Task prompt:
Transcribe the records below word for word, leaving every picture out.

Information:
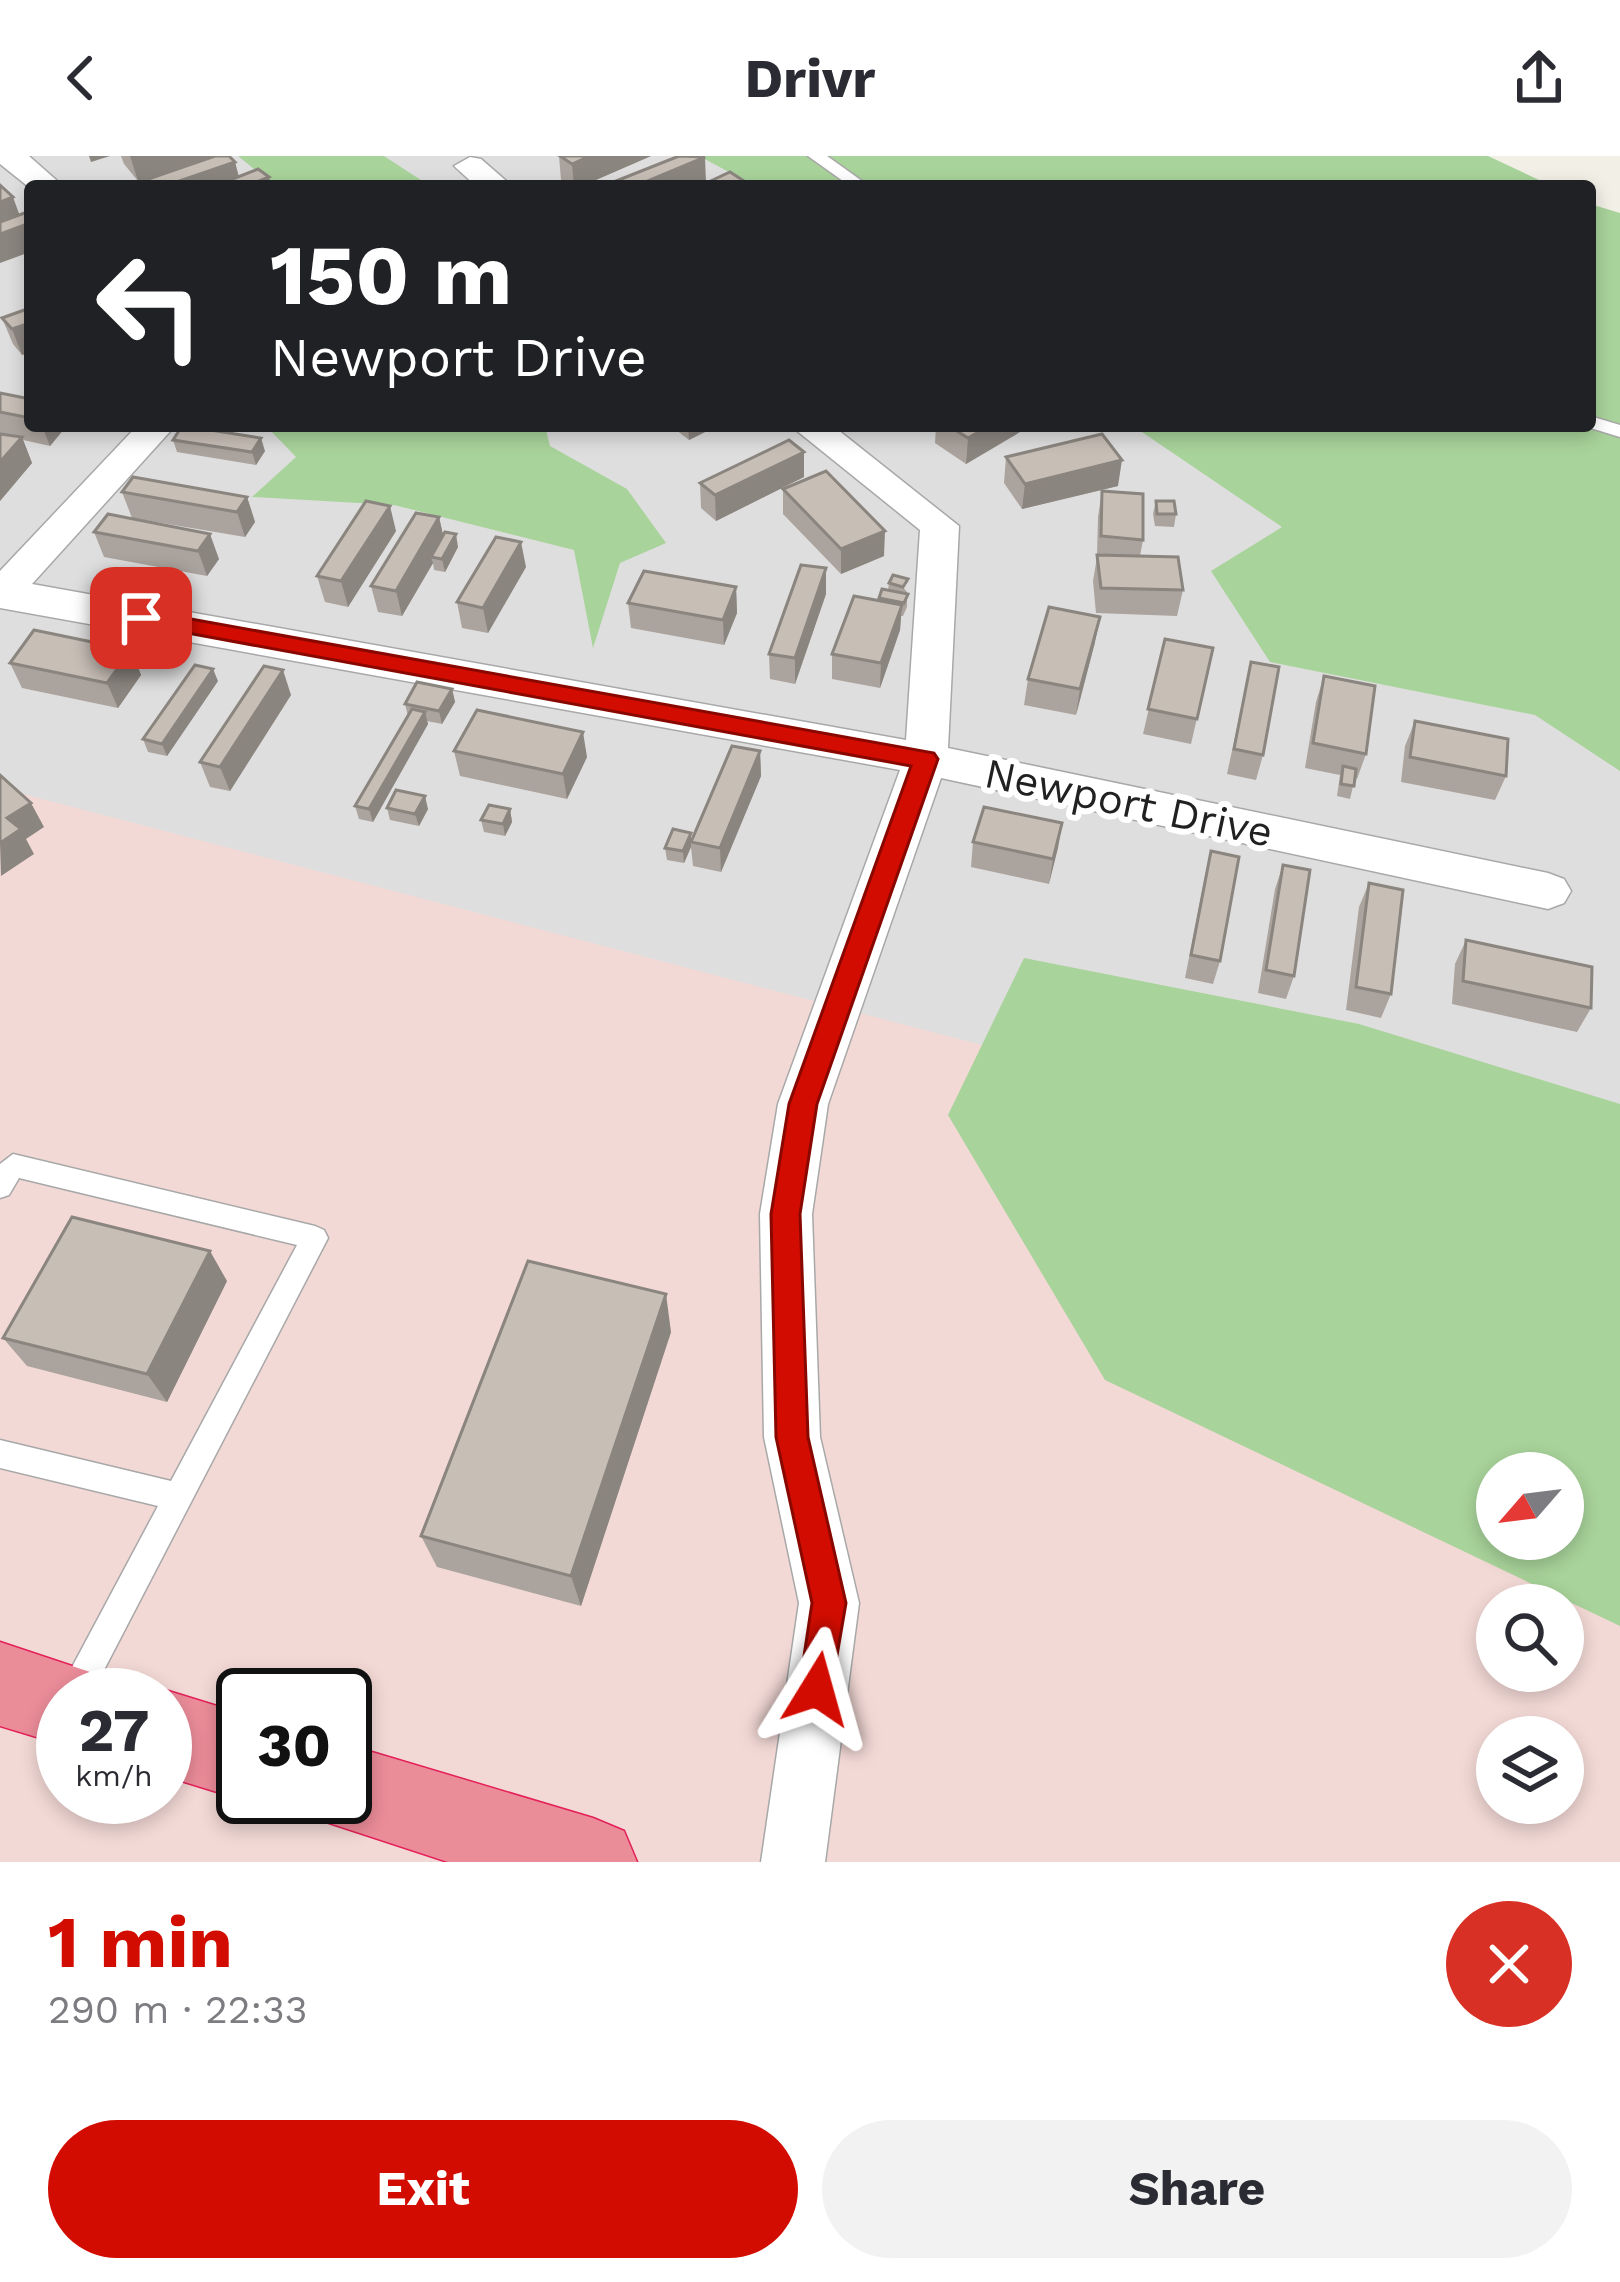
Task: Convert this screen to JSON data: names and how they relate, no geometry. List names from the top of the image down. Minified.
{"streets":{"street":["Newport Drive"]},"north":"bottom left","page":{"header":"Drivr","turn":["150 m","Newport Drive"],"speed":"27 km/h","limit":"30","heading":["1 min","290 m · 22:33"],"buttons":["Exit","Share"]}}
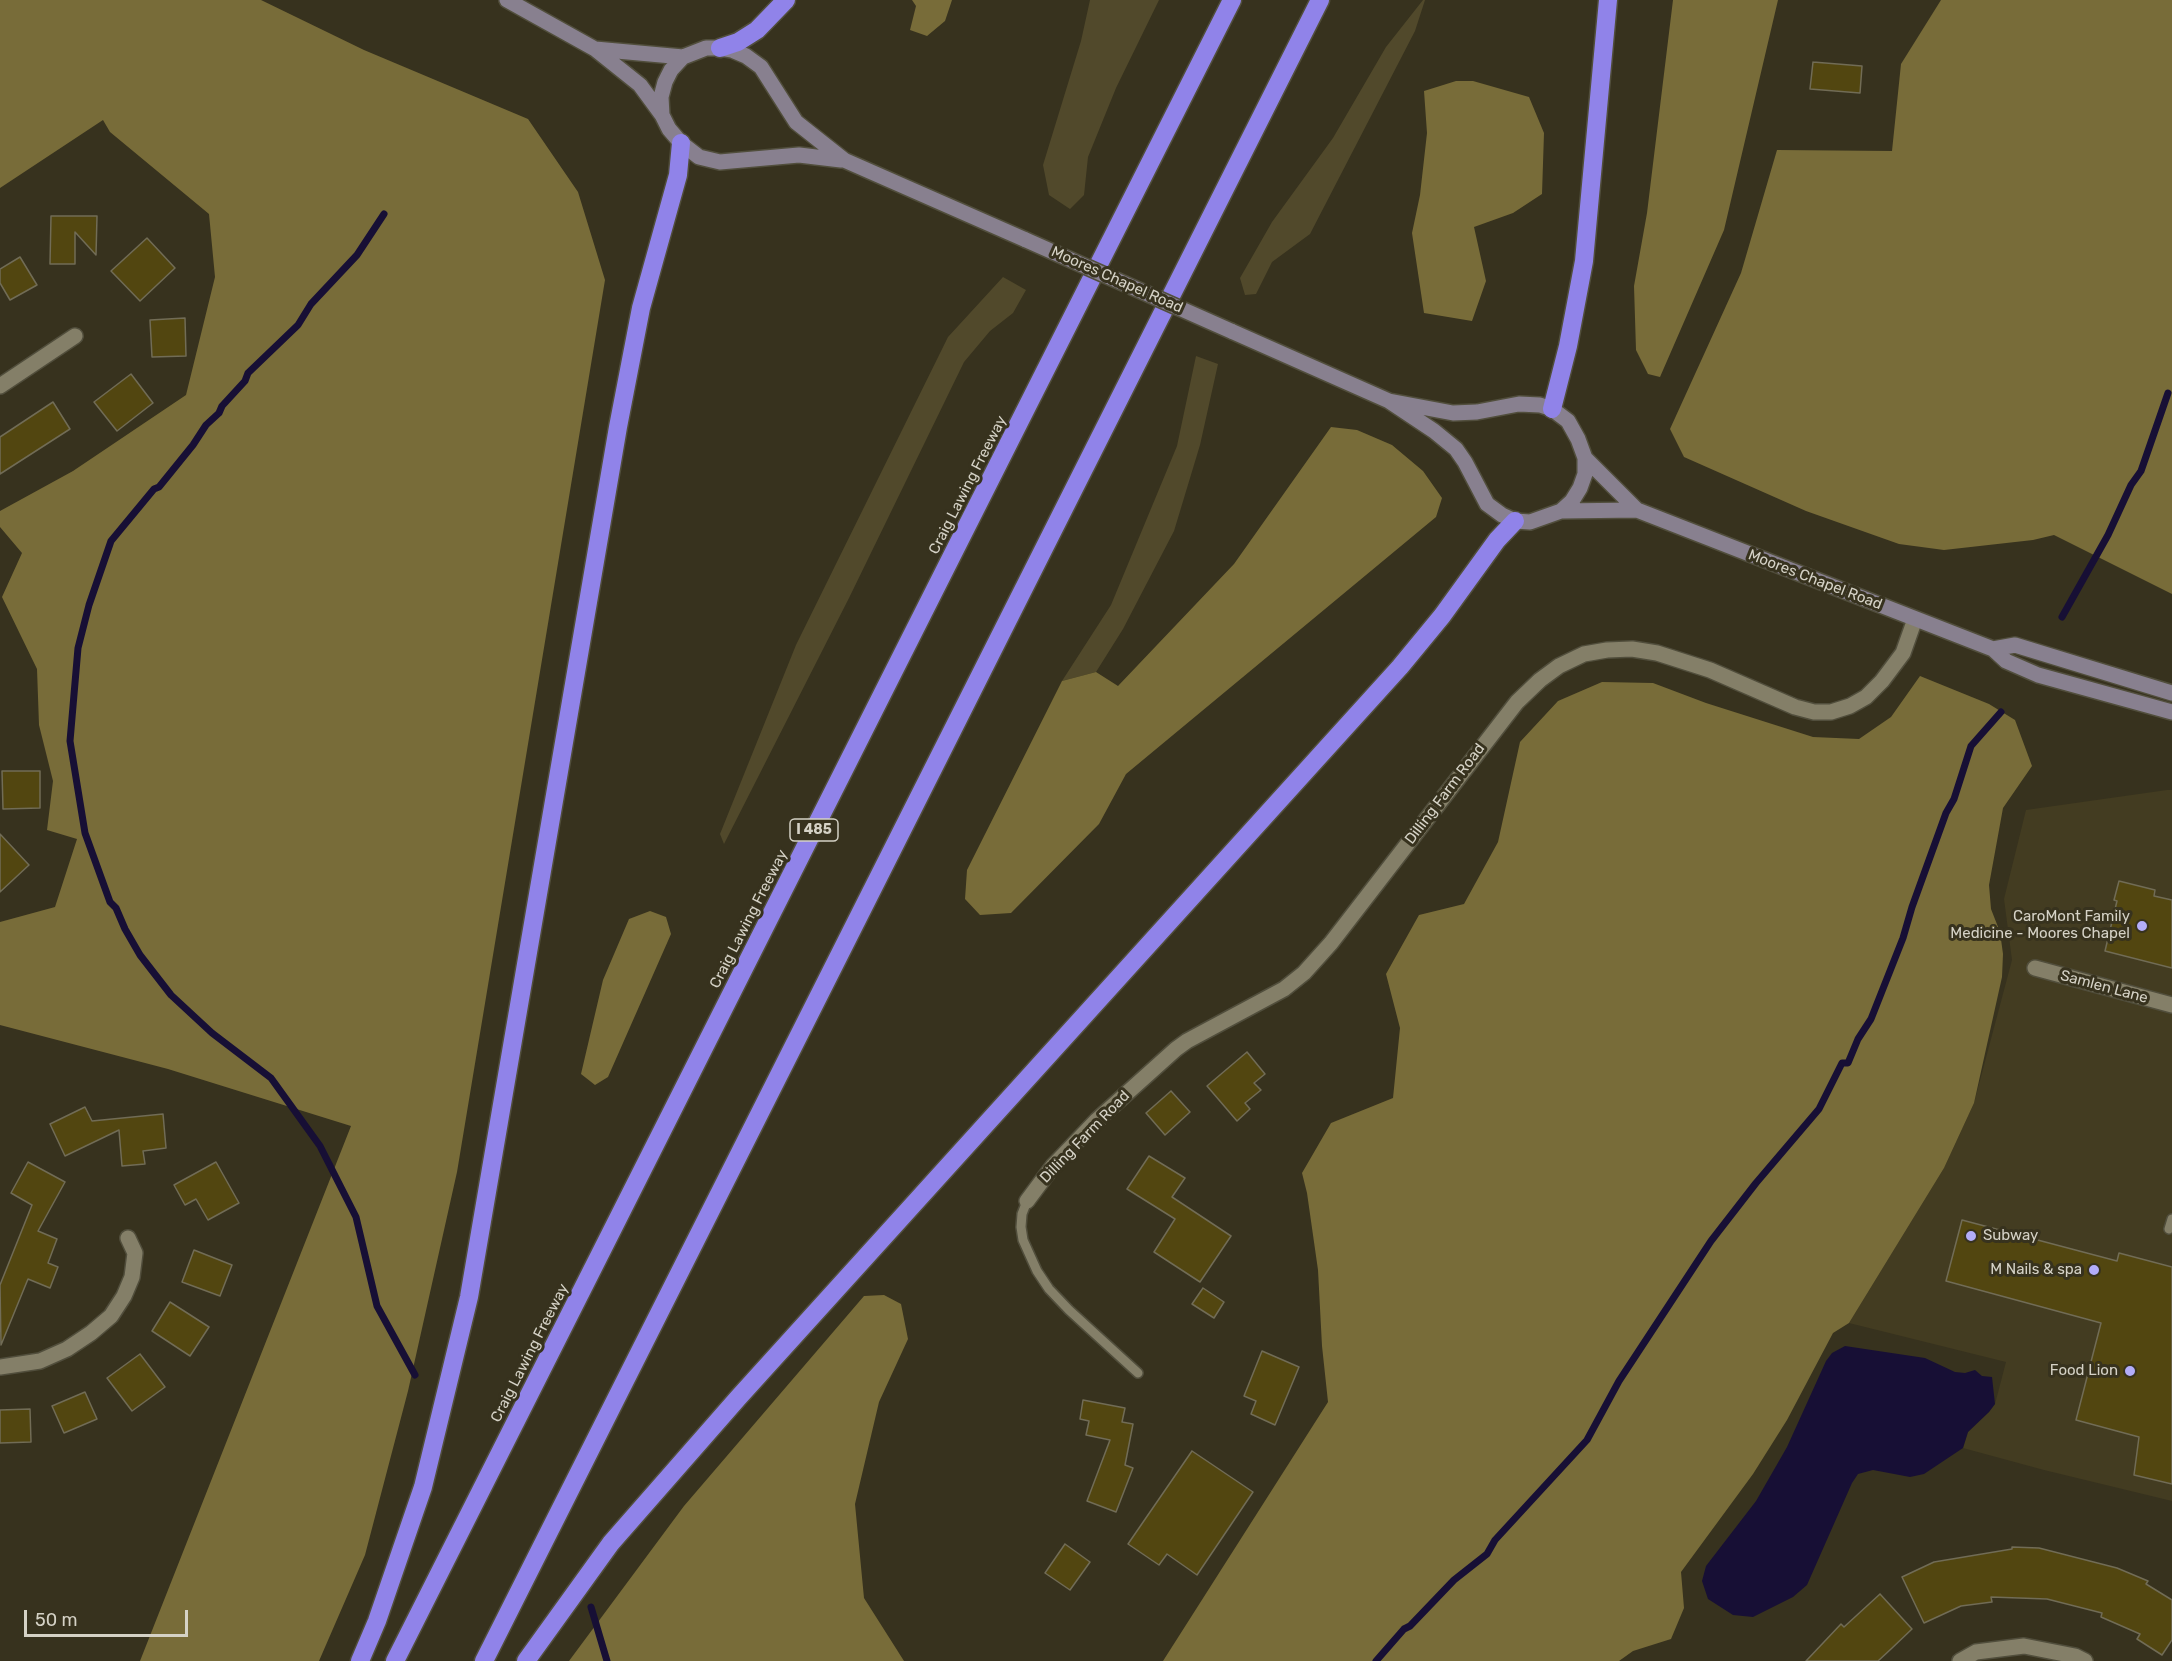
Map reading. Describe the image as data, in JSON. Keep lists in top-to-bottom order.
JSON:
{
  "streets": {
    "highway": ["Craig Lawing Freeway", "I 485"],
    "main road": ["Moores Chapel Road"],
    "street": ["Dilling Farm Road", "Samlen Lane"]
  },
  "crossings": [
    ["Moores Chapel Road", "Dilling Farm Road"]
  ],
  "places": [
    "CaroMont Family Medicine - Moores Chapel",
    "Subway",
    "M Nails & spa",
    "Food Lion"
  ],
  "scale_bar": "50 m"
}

Exercise solution:
Task: Convert this screen to JSON data: names and how they relate, no geometry. List names from the top of the image down. Minified.
{"streets":{"street":["Newport Drive"]},"north":"bottom left","page":{"header":"Drivr","turn":["150 m","Newport Drive"],"speed":"27 km/h","limit":"30","heading":["1 min","290 m · 22:33"],"buttons":["Exit","Share"]}}
Map reading. Describe the image as data, in JSON. Keep lists in top-to-bottom order.
JSON:
{
  "streets": {
    "highway": ["Craig Lawing Freeway", "I 485"],
    "main road": ["Moores Chapel Road"],
    "street": ["Dilling Farm Road", "Samlen Lane"]
  },
  "crossings": [
    ["Moores Chapel Road", "Dilling Farm Road"]
  ],
  "places": [
    "CaroMont Family Medicine - Moores Chapel",
    "Subway",
    "M Nails & spa",
    "Food Lion"
  ],
  "scale_bar": "50 m"
}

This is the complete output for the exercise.